Slow convergence simulating log-normal sample from the normal

826 Views Asked by At

I am trying to simulate a log-normal random variable $Y$ with mean $m = \mathbb{E}[Y] = 0.001$ and standard deviation $s = 0.094$ by simulating a normal sample instead, and then exponentiating it.

From definition of log-normal distribution, if we let $X = \ln Y$ then $X \sim \mathcal{N}(\mu, \sigma^2)$, where $$ \sigma^2 = \ln \left(\frac{s^2}{m^2}+1\right) \text{ and } \mu = \ln(m) - \frac{\sigma^2}{2}, $$ which in my case seems to imply $$ \mu \approx -11.4511, \sigma \approx 3.0144. $$

So I simulate a large normally distributed sample (1 mln points), which comes out with sample mean and standard deviation of approximately $-11.448$ and $3.01435$, which is very nice.

Then, I exponentiate every entry in the sample, expecting to get a log-normal sample with my original parameters. The mean and standard deviation of this exponentiated sample are $0.0010199$ and $0.055741$. So the mean comes in very close, but the standard deviation is way off the mark.

I tried multiple experiments, and it seems the mean is matched, but the standard deviation is not. I implemented both in Excel and in Python (happy to post the code if needed) but I don't understand why I cannot match the standard deviation in the log-normal sample.

It could be it requires more points to converge, but 1 mln points seems like a very large number to at least get 2-3 digits after the decimal point correctly?

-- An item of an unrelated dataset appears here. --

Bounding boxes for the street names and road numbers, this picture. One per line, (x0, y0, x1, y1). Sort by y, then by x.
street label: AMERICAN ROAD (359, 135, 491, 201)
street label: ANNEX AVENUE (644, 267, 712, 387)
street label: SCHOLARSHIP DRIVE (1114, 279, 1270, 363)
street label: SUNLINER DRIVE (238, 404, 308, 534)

I would appreciate any ideas. Thank you very much.

2

There are 2 best solutions below

1
On BEST ANSWER

I think the particular values of $m$ and $s$ you are using give rise to unexpected computational difficulties. Perhaps it is just too much to wish for two-place accuracy retrieving $s$ with a million simulated values. Also, taking the ordinary SD of lognormal data may not be the optimal way to estimate parameter $s$ (especially when it is small). I'm not absolutely sure of any of this because I have not taken the time to track exactly where it goes wrong.

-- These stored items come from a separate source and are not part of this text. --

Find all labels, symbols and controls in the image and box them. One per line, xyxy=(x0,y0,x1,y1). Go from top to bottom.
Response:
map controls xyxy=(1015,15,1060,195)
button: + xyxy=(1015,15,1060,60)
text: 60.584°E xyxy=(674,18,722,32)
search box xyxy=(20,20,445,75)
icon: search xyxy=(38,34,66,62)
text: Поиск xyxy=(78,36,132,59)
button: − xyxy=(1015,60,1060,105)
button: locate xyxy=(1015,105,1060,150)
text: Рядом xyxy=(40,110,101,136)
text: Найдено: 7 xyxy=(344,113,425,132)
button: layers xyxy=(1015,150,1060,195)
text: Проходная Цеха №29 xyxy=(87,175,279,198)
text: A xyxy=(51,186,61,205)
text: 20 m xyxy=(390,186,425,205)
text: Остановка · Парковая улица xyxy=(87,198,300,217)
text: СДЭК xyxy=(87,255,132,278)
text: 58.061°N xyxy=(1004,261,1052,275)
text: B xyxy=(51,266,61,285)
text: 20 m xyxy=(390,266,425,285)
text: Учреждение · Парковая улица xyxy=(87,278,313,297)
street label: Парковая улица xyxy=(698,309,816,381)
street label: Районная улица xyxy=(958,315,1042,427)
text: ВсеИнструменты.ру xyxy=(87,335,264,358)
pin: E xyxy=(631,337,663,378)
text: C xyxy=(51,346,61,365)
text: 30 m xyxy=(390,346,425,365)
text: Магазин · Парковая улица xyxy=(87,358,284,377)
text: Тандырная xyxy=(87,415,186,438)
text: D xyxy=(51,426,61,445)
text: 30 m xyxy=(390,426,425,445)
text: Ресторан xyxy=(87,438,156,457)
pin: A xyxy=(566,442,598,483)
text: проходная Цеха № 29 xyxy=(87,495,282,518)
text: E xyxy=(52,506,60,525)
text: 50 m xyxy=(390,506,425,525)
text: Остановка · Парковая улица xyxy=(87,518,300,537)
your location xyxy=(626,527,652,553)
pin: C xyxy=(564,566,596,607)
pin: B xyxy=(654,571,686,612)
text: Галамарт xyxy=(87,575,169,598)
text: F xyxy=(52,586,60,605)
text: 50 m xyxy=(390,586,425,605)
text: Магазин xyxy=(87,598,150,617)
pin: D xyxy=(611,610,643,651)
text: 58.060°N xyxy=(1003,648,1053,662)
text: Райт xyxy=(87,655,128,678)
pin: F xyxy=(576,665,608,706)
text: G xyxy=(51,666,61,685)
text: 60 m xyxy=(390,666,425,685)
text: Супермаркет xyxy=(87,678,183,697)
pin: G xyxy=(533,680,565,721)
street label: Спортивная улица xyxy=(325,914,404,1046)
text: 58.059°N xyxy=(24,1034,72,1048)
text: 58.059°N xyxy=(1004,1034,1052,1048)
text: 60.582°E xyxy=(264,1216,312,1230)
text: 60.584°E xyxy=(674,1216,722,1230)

However, if $m = .1$ and $s = .4$, your method seems to work just fine. Here is a brief session in R:

 m = .1;  s = .4
 sg = sqrt(log(1 + s^2/m^2));  sg
 ## 1.683215
 mu = log(m) - .5*sg^2;  mu
 ## -3.719192
 x = rnorm(10^6, mu, sg);  y = exp(x)
 mean(x);  sd(x)
 ## -3.720081
 ## 1.682534
 mean(y);  sd(y)
 ## 0.09942132
 ## 0.4097221

Searching the internet for 'lognormal distribution', I found a MathWorks page that says (in your notation) that a lognormal distribution with mean $m$ and variance $s^2$ has $\mu = \ln(m^2/\sqrt{s^2 + m^2})$ and $\sigma = \sqrt{\ln(1+ s^s/m^2)}.$ Maybe it is my imagination, but for various values of $m$ and $s$ these computations seemed a little more stable getting $\mu$ and $\sigma$. (But that still does not cure your problem.)

 m = .1;  s = .2
 mu = log(m^2/sqrt(s^2 + m^2)); mu
 ## -3.107304
 sg = sqrt(log(1+s^2/m^2)); sg
 ## 1.268636
 x = rnorm(10^6, mu, sg)
 mean(x);  sd(x)
 ## -3.107111
 ## 1.269737
 y = exp(x)
 mean(y); sd(y)
 ## 0.1000590
 ## 0.1992975

R generates lognormal samples directly with the function rlnorm. Here are some related results.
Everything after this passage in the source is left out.